Under these conditions, doctors have to combine the prescription of available multivitamins in the pharmacy network, iron, calcium and vitamin D preparations, fat-soluble vitamins in order to achieve optimal daily doses for patients after various bariatric surgeries.
This creates inconvenience, because in order to achieve optimal dosages of vitamins, macro- and microelements, patients have to simultaneously take a large number of drugs (up to 10 tablets or capsules per day), which leads to a violation of adherence to treatment (compliance), partial or complete skipping medications and increasing the cost of their purchase, as well as the inevitable increase in postoperative complications, which are caused by metabolic disorders.
The development and appearance on the Russian pharmaceutical market of vitamin and mineral supplements, balanced in all necessary components and meeting the recommended daily needs of patients after bariatric surgery, would reduce the frequency of long-term metabolic disorders by increasing compliance, ease of taking the dosage form of the drug and reducing the cost of purchase of the drug.

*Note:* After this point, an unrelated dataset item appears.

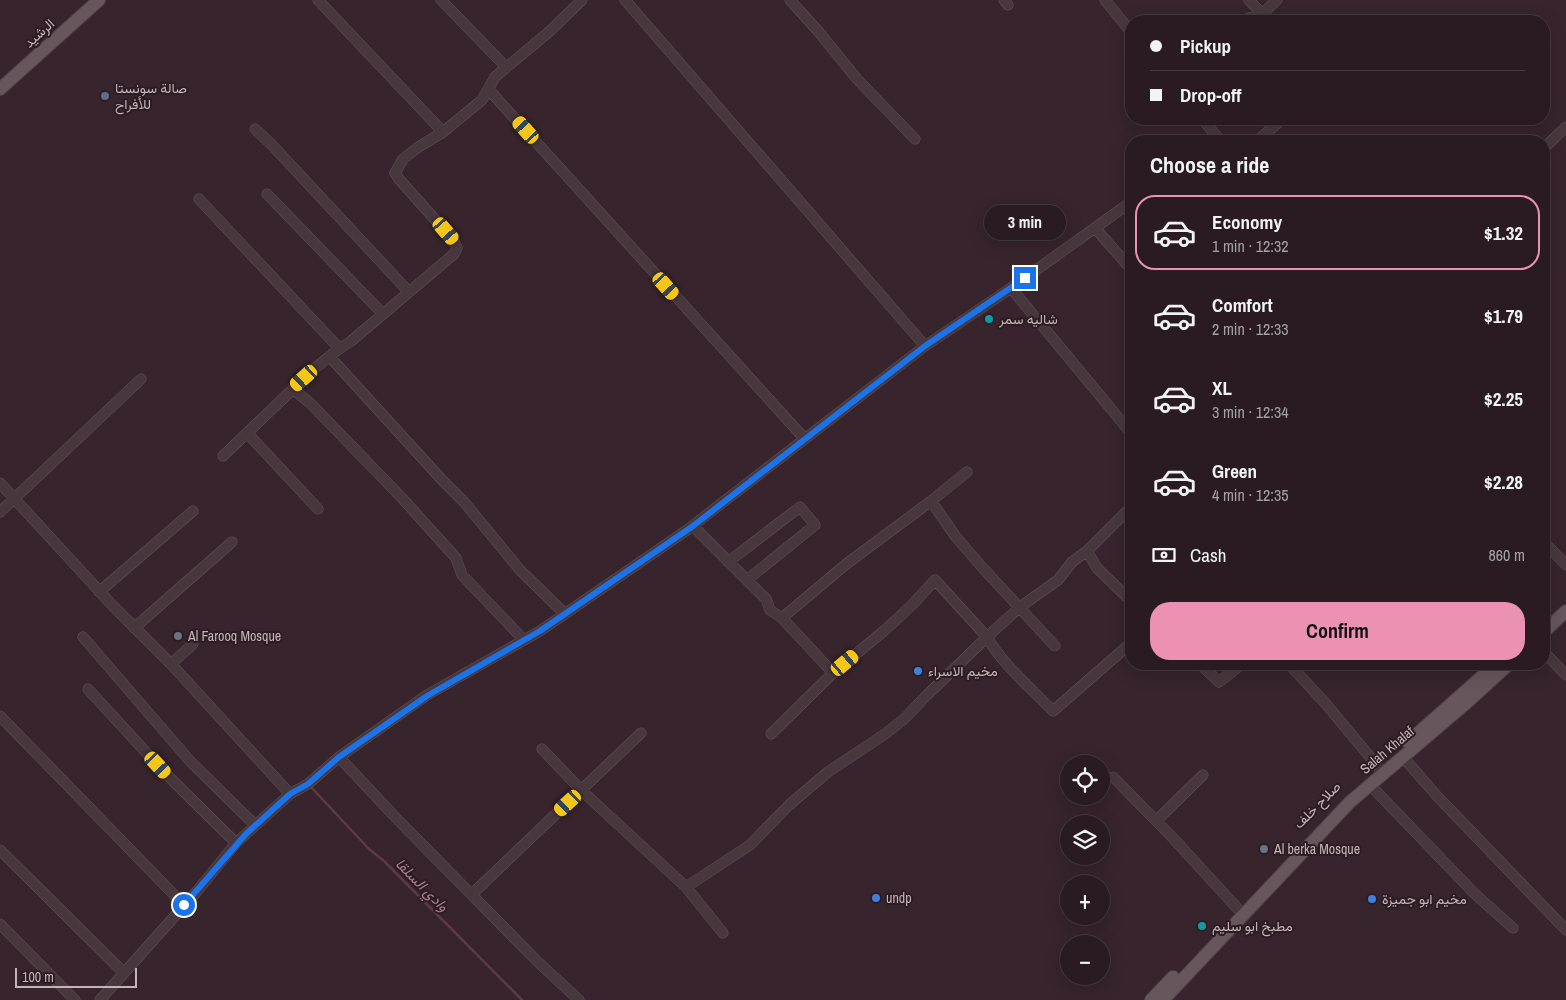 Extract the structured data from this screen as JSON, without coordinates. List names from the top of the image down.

Thus, pharmaceutical companies are faced with the task of developing domestic vitamin and mineral complexes that would meet the needs of patients after bariatric surgery and at the same time combine ease of use and economic availability. Currently, Russian specialists have come close to the manufacture and clinical testing of such specialized vitamin and mineral preparations, and in the near future they will be ready to present them to a wide audience, both doctors and patients.
ADDITIONAL INFORMATION
Funding source. Preparation and publication of the manuscript were carried out at the personal expense of the team of authors.
Conflict of interest. The authors declare no apparent or potential conflicts of interest related to the publication of this article.
Participation of authors. All authors made a significant contribution to the study and preparation of the article, read and approved the final version of the article before publication.